• _Exercise prompt_:
Copy all lines in the data that contain the string "stream".

· · · ·

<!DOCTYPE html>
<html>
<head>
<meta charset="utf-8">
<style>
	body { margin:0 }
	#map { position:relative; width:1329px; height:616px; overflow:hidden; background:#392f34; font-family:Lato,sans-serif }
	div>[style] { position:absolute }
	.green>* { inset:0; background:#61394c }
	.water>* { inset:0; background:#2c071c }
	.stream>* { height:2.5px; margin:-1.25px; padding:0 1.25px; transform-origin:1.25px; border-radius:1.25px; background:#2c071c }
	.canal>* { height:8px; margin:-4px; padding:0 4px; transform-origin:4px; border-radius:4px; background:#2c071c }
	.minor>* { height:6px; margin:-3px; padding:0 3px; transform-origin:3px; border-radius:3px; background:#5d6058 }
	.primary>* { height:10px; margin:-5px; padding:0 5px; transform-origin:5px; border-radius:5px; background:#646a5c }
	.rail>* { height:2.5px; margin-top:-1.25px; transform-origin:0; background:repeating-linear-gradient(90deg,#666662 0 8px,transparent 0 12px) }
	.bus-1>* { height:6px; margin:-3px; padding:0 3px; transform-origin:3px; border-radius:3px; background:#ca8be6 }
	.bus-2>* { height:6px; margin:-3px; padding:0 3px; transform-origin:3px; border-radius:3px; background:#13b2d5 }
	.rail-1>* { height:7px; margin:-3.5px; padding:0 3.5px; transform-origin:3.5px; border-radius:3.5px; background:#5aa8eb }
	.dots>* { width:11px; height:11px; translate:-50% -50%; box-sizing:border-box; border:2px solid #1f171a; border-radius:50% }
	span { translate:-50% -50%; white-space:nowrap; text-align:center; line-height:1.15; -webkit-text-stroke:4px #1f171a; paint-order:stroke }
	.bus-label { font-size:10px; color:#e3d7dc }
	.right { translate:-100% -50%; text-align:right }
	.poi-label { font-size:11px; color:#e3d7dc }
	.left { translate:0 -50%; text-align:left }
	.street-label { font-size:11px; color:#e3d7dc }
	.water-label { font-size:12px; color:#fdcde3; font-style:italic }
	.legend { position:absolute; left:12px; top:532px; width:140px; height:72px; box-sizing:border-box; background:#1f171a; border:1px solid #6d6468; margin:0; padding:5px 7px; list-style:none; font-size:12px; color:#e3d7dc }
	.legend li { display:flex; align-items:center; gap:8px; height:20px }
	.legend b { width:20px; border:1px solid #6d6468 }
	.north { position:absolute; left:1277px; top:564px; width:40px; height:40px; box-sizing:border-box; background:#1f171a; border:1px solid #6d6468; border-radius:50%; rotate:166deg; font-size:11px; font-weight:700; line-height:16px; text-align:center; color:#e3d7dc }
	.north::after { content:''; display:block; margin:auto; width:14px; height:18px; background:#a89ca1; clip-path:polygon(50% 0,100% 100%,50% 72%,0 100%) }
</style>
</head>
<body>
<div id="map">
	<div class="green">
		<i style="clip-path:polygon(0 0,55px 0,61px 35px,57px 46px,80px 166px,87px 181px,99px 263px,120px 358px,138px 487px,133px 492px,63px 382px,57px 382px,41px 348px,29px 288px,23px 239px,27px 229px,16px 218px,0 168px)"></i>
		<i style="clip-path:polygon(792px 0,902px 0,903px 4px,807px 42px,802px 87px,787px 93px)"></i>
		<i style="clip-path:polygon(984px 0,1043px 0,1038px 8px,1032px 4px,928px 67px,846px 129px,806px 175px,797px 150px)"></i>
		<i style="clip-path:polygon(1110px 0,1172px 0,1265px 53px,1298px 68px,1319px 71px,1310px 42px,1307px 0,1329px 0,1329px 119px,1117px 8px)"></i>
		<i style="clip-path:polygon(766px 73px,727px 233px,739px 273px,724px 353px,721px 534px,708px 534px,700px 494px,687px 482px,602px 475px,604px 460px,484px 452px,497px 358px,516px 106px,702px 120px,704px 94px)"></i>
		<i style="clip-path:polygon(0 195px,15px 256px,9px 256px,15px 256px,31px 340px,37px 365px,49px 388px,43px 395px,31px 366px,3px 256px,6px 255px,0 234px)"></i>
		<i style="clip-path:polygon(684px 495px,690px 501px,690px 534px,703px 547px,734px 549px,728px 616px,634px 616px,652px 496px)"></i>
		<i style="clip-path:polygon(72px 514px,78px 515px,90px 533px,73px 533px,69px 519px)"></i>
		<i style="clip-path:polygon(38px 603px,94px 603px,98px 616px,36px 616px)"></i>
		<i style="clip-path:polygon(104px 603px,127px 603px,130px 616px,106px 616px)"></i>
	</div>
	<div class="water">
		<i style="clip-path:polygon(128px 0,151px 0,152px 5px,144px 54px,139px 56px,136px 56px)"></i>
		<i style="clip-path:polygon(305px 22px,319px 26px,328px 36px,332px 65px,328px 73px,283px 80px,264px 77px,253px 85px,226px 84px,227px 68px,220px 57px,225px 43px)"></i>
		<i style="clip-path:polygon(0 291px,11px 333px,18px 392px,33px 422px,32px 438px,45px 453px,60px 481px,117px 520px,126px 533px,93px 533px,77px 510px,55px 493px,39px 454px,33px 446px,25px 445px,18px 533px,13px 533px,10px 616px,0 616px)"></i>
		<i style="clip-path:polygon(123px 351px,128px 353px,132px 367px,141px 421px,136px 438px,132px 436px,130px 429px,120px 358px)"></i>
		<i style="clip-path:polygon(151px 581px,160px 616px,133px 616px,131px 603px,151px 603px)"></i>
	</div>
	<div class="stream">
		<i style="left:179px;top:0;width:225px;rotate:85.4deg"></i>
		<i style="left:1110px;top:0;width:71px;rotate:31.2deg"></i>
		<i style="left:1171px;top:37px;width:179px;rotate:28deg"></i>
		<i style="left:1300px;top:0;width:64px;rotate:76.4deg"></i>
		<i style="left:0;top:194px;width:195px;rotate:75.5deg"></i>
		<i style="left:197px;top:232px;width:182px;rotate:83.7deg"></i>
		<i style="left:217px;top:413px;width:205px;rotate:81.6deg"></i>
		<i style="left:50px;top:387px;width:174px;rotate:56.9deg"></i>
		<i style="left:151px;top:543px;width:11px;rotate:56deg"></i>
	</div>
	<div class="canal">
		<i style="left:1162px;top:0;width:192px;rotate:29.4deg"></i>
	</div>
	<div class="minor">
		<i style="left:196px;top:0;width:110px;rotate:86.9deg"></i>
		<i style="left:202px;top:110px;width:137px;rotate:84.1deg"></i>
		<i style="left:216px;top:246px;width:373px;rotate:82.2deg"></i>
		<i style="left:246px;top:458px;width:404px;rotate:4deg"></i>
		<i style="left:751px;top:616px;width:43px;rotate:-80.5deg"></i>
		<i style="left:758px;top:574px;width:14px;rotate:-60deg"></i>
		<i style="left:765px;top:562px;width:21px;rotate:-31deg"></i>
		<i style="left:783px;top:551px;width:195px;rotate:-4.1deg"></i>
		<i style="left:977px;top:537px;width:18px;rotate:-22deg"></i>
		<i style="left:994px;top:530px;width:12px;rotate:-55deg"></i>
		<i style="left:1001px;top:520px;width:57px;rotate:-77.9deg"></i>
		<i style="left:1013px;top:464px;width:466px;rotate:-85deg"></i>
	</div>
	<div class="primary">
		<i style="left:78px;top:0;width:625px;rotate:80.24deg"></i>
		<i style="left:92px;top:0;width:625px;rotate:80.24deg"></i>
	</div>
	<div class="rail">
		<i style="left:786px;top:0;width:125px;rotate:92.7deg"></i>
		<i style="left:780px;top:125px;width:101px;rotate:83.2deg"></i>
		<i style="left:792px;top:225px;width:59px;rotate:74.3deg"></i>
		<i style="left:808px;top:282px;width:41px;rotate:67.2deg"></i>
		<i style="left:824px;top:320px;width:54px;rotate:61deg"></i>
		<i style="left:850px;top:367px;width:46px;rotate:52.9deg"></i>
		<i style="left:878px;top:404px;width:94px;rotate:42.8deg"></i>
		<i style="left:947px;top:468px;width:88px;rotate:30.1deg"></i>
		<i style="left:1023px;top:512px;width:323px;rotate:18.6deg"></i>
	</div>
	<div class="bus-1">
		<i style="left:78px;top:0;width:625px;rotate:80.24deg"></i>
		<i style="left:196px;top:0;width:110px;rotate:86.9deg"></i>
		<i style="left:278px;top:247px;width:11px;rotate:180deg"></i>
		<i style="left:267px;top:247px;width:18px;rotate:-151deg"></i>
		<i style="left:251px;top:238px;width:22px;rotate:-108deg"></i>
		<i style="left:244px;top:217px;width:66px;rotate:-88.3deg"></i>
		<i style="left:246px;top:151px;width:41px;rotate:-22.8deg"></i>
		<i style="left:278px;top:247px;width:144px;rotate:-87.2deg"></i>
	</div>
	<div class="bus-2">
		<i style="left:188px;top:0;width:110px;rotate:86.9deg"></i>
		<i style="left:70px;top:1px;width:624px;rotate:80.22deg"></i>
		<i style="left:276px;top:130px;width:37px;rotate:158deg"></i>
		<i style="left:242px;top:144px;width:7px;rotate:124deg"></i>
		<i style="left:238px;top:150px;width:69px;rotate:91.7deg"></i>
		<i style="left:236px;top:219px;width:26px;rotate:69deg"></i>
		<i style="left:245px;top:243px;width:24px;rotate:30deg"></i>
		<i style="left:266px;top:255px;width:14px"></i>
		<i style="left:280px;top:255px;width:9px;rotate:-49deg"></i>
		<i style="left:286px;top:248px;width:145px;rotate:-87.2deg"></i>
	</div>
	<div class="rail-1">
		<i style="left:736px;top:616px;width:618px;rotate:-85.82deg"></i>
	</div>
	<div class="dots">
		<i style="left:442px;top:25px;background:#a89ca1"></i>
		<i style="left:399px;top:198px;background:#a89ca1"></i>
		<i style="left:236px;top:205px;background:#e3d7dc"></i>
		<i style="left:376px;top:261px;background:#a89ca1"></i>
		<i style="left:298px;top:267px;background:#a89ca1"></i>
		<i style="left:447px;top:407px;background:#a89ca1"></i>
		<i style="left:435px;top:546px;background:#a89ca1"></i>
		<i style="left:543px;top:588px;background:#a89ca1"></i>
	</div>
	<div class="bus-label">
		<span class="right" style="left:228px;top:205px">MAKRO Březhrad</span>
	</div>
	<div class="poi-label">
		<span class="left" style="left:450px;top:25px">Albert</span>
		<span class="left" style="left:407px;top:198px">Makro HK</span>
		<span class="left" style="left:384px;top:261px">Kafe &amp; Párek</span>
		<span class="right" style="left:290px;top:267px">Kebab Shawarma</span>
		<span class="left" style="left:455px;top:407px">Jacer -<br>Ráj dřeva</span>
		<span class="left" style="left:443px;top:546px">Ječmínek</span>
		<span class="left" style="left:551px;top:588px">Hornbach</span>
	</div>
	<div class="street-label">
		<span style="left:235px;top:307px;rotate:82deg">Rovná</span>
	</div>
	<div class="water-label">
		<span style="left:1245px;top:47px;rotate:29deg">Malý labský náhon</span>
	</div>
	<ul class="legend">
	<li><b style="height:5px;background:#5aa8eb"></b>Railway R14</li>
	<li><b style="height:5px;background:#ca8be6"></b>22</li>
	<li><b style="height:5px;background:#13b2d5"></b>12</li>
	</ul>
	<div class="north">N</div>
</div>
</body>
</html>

· · · ·

• _Answer to the exercise_:
	.stream>* { height:2.5px; margin:-1.25px; padding:0 1.25px; transform-origin:1.25px; border-radius:1.25px; background:#2c071c }
	<div class="stream">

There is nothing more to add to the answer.